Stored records
BEGIN

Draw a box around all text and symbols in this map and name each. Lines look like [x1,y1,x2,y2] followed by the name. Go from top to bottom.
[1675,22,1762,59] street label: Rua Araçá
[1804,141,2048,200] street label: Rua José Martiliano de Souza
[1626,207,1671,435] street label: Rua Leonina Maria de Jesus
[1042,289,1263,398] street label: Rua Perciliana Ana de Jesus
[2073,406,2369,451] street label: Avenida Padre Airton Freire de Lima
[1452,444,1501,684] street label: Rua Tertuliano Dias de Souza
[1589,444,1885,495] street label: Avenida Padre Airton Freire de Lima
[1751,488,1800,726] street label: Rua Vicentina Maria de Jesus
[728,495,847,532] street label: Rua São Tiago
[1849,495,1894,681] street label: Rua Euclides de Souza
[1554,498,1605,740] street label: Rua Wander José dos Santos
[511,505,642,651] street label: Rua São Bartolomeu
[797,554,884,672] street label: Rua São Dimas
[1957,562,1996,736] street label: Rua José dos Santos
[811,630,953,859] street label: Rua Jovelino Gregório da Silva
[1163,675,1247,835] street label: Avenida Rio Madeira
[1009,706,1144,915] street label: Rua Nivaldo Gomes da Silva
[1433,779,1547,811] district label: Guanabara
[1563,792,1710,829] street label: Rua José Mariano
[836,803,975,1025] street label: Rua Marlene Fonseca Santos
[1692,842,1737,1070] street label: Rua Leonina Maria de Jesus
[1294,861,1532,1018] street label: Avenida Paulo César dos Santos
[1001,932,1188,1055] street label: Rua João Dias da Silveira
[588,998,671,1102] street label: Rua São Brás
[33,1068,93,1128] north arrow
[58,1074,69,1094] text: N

END

- What you need to do: Return only the lines of the records in which the string "Dias" appears.

- Result of the exercise:
[1452,444,1501,684] street label: Rua Tertuliano Dias de Souza
[1001,932,1188,1055] street label: Rua João Dias da Silveira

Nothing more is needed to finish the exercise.